- STF iniciou o julgamento dos acusados de ordenar a morte de Marielle Franco e de Anderson Gomes, em 14 de março de 2018, no Rio de Janeiro.
- O vice-procurador-geral Hindemburgo Chateaubriand defende a procedência integral da denúncia e indenização às famílias.
- A acusação sustenta que os irmãos Chiquinho e Domingos Brazão atuavam com milicianos no setor imobiliário, envolvendo ocupação irregular de terras, exploração de serviços e domínio político.
- Segundo a denúncia, Rivaldo Barbosa usou a autoridade da Polícia Civil para interferir no planejamento e na investigação, Ronald Fonseca monitorava a rotina de Marielle e Robson Fonseca era elo entre irmãos e milicianos.
- Também haveria menção à contratação de um “espião” em 2016 para repassar informações de interesse do grupo.
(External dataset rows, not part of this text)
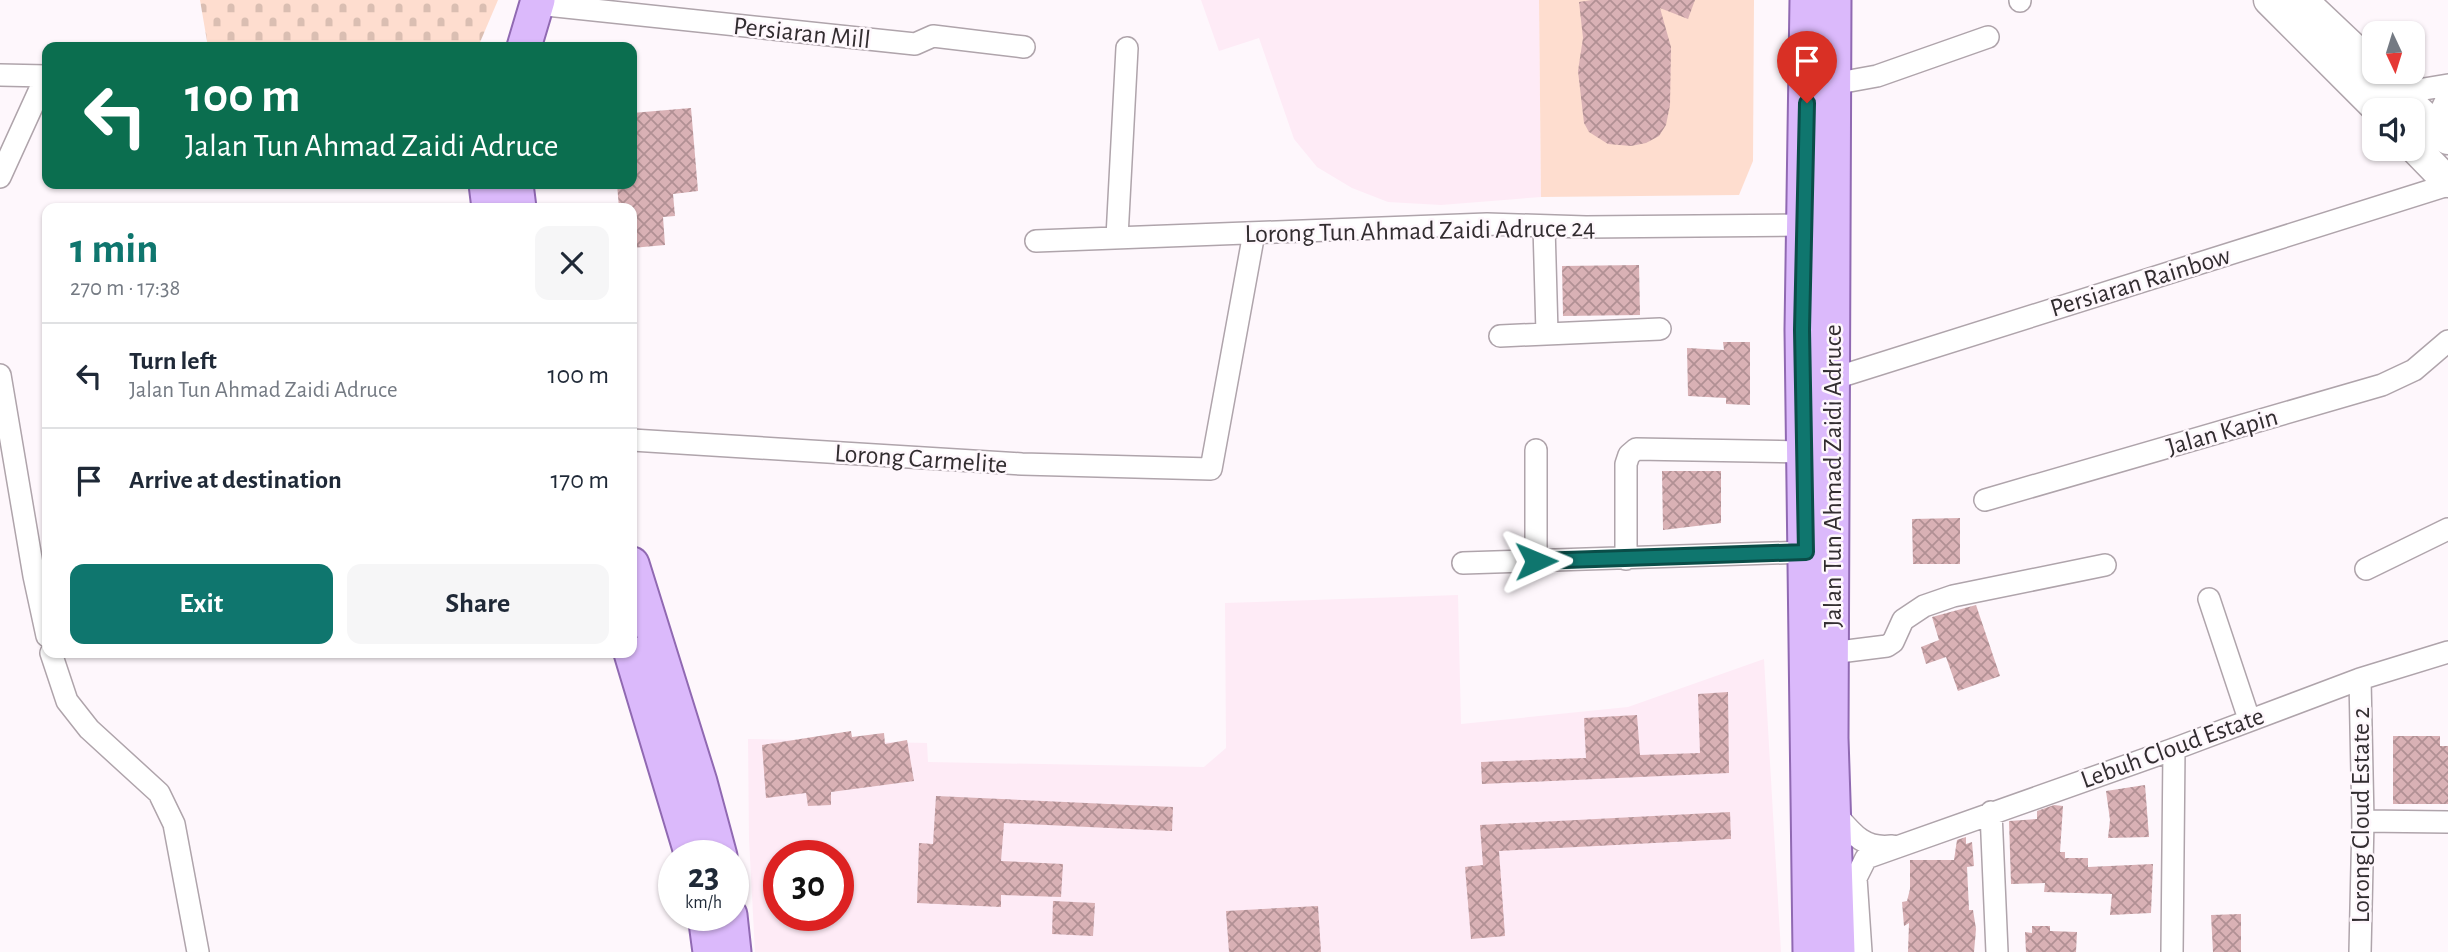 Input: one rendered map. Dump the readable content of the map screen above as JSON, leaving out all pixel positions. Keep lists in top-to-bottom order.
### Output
{
  "streets": {
    "main road": ["Jalan Tun Ahmad Zaidi Adruce"],
    "street": [
      "Persiaran Mill",
      "Lorong Tun Ahmad Zaidi Adruce 24",
      "Persiaran Rainbow",
      "Jalan Kapin",
      "Lorong Carmelite",
      "Lebuh Cloud Estate",
      "Lorong Cloud Estate 2"
    ]
  },
  "crossings": [
    ["Lorong Tun Ahmad Zaidi Adruce 24", "Lorong Carmelite"],
    ["Lorong Tun Ahmad Zaidi Adruce 24", "Jalan Tun Ahmad Zaidi Adruce"],
    ["Persiaran Rainbow", "Jalan Tun Ahmad Zaidi Adruce"],
    ["Lebuh Cloud Estate", "Lorong Cloud Estate 2"]
  ],
  "north": "bottom",
  "page": {
    "turn": ["100 m", "Jalan Tun Ahmad Zaidi Adruce"],
    "heading": ["1 min", "270 m · 17:38"],
    "list": [
      {
        "name": "Turn left",
        "note": "Jalan Tun Ahmad Zaidi Adruce",
        "value": "100 m"
      },
      {
        "name": "Arrive at destination",
        "value": "170 m"
      }
    ],
    "buttons": ["Exit", "Share"],
    "speed": "23 km/h",
    "limit": "30"
  }
}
O Supremo Tribunal Federal iniciou, nesta terça-feira 24, o julgamento dos mandantes do assassinato da vereadora Marielle Franco e do motorista Anderson Gomes, ocorridos em 14 de março de 2018, no Rio de Janeiro. O caso envolve acusações de conluio com milicianos na Zona Oeste.
A defesa será apresentada pela Procuradoria-Geral da República, representada pelo vice-procurador-geral Hindemburgo Chateaubriand, que pediu a condenação integral dos réus e indenização às famílias das vítimas. O relator do caso é o ministro Alexandre de Moraes.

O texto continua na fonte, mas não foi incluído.